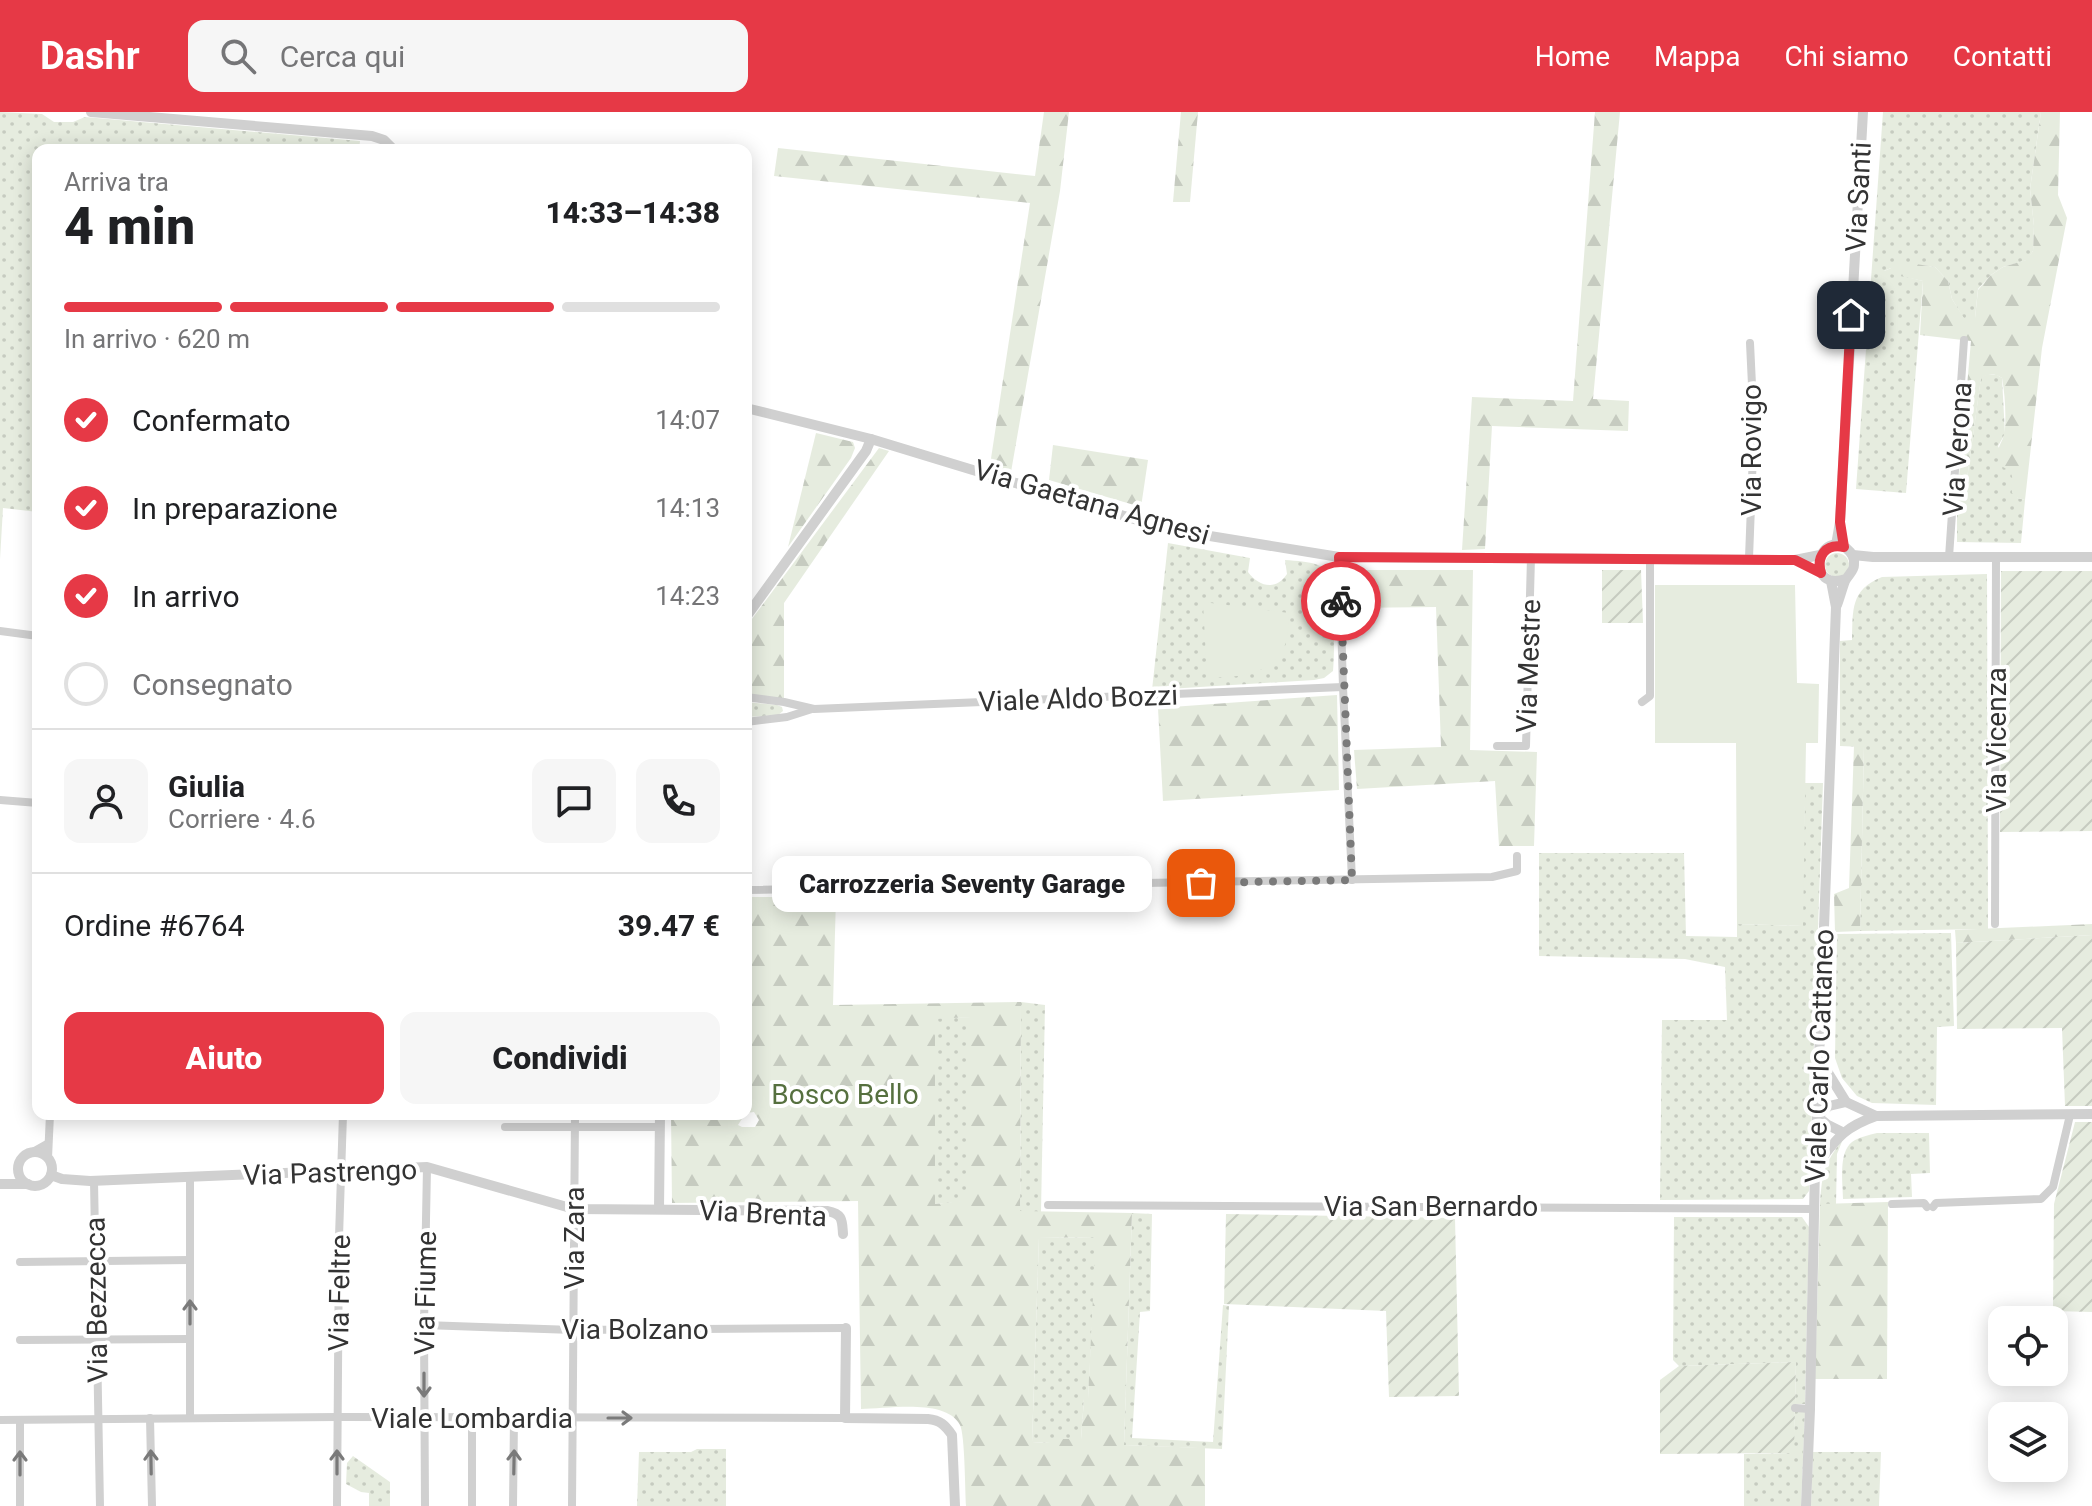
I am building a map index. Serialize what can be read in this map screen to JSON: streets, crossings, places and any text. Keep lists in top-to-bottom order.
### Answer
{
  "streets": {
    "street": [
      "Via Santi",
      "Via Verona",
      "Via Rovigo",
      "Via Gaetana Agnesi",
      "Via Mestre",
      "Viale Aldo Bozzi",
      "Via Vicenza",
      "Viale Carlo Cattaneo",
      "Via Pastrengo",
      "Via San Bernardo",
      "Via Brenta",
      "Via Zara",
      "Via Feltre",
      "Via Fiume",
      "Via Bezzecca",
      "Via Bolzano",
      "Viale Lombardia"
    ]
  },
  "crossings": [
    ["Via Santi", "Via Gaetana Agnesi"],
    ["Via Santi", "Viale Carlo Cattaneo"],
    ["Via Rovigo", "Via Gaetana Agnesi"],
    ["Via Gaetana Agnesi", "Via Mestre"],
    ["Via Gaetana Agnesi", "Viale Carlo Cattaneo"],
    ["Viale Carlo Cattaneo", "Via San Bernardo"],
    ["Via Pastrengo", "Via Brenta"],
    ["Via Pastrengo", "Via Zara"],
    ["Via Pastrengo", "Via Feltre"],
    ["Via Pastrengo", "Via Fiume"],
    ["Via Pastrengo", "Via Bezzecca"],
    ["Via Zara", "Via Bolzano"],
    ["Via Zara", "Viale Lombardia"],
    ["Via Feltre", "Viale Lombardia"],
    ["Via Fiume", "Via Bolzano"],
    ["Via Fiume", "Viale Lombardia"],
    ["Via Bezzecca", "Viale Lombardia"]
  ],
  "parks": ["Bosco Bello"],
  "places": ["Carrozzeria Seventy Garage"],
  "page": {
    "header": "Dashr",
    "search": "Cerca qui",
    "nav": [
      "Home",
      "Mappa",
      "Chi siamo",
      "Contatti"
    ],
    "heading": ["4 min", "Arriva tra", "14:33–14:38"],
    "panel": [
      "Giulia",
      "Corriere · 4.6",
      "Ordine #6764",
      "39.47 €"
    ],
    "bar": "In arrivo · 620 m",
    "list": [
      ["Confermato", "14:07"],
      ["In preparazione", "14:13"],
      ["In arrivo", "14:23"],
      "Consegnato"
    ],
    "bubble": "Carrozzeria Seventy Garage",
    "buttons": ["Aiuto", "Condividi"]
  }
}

■ **Problem details**
Make an exact copy of the records above, one that has none of the pictures.

■ **Task solution**
I am building a map index. Serialize what can be read in this map screen to JSON: streets, crossings, places and any text. Keep lists in top-to-bottom order.
### Answer
{
  "streets": {
    "street": [
      "Via Santi",
      "Via Verona",
      "Via Rovigo",
      "Via Gaetana Agnesi",
      "Via Mestre",
      "Viale Aldo Bozzi",
      "Via Vicenza",
      "Viale Carlo Cattaneo",
      "Via Pastrengo",
      "Via San Bernardo",
      "Via Brenta",
      "Via Zara",
      "Via Feltre",
      "Via Fiume",
      "Via Bezzecca",
      "Via Bolzano",
      "Viale Lombardia"
    ]
  },
  "crossings": [
    ["Via Santi", "Via Gaetana Agnesi"],
    ["Via Santi", "Viale Carlo Cattaneo"],
    ["Via Rovigo", "Via Gaetana Agnesi"],
    ["Via Gaetana Agnesi", "Via Mestre"],
    ["Via Gaetana Agnesi", "Viale Carlo Cattaneo"],
    ["Viale Carlo Cattaneo", "Via San Bernardo"],
    ["Via Pastrengo", "Via Brenta"],
    ["Via Pastrengo", "Via Zara"],
    ["Via Pastrengo", "Via Feltre"],
    ["Via Pastrengo", "Via Fiume"],
    ["Via Pastrengo", "Via Bezzecca"],
    ["Via Zara", "Via Bolzano"],
    ["Via Zara", "Viale Lombardia"],
    ["Via Feltre", "Viale Lombardia"],
    ["Via Fiume", "Via Bolzano"],
    ["Via Fiume", "Viale Lombardia"],
    ["Via Bezzecca", "Viale Lombardia"]
  ],
  "parks": ["Bosco Bello"],
  "places": ["Carrozzeria Seventy Garage"],
  "page": {
    "header": "Dashr",
    "search": "Cerca qui",
    "nav": [
      "Home",
      "Mappa",
      "Chi siamo",
      "Contatti"
    ],
    "heading": ["4 min", "Arriva tra", "14:33–14:38"],
    "panel": [
      "Giulia",
      "Corriere · 4.6",
      "Ordine #6764",
      "39.47 €"
    ],
    "bar": "In arrivo · 620 m",
    "list": [
      ["Confermato", "14:07"],
      ["In preparazione", "14:13"],
      ["In arrivo", "14:23"],
      "Consegnato"
    ],
    "bubble": "Carrozzeria Seventy Garage",
    "buttons": ["Aiuto", "Condividi"]
  }
}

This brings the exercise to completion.